Zwar betrifft dieses Beispiel Giganten aus dem Silicon Valley, die Herausforderung im Sinne der Krisenkommunikation betrifft aber nahezu jeden mittelständischen Betrieb. Medien- und Verbraucheranfragen, wie die folgenden, sind keine Seltenheit: Welche Konsequenzen ziehen Sie, dass Ihr Mitarbeiter rechtspopulistische Beiträge auf Facebook teilt? Ist Ihnen bewusst, dass in Ihrem Betrieb mehrfach Mitarbeiter wegen Ihrer Hautfarbe oder sexuellen Orientierung gemobbt wurden und was haben Sie dagegen getan? Bitte beziehen Sie eindeutig Stellung zur Klimadebatte!

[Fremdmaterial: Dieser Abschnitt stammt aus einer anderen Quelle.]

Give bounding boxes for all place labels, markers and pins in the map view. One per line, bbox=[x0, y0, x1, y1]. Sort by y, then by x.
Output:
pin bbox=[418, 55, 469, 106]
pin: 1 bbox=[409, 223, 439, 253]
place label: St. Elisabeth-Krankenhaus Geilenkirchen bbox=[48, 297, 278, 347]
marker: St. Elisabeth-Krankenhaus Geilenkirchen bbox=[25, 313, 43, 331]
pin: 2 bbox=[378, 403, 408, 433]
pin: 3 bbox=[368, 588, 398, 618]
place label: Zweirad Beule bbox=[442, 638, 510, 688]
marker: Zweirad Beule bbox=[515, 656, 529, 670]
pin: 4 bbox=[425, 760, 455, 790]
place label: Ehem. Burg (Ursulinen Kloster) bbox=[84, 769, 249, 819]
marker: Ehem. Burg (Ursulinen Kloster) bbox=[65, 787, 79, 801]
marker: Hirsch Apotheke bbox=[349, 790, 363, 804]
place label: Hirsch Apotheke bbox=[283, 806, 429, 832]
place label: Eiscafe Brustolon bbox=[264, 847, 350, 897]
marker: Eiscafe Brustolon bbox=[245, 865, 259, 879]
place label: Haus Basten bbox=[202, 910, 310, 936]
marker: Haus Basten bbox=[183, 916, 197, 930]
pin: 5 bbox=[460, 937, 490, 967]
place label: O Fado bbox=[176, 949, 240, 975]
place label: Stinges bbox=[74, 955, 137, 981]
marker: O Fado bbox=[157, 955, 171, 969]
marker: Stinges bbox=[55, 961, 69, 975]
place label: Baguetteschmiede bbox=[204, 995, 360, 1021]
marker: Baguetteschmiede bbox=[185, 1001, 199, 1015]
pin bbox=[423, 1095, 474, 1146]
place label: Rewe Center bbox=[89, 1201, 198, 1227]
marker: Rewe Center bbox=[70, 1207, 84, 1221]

Eskalation durch unglückliche Kommunikation

Für Unternehmen sind solche Anfragen brandgefährlich, weil unglückliche Antworten im Social Web in Minuten eskalieren und einen erheblichen Reputationsschaden nach sich ziehen können. Krisen entstehen auf diese Weise oft, ohne dass ein tatsächliches Ereignis zugrunde liegt, wie z.B. ein Brand, ein Compliance-Delikt oder ein Produktrückruf.

Ich gehe davon aus, dass die Polarisierung der Gesellschaft noch auf Jahre hinaus erhalten bleibt, sich vielleicht sogar noch verschärft. Unternehmen sollten sich auf diese Entwicklung einstellen und ihre Krisenkommunikation systematisch für solche Themen trainieren. Wichtig ist im ersten Schritt, ein grundsätzliches Verständnis dafür zu gewinnen, welche Themen Krisen auslösen, welche Dynamiken sie befeuern und wie eine deeskalierende Kommunikationsstrategie aussehen kann. Insbesondere aber müssen Unternehmen sich überlegen, ob und wie sie sich gesellschaftspolitisch positionieren wollen und in dieser Überlegung alle relevanten Pro und Contra-Argumente präzise abwägen.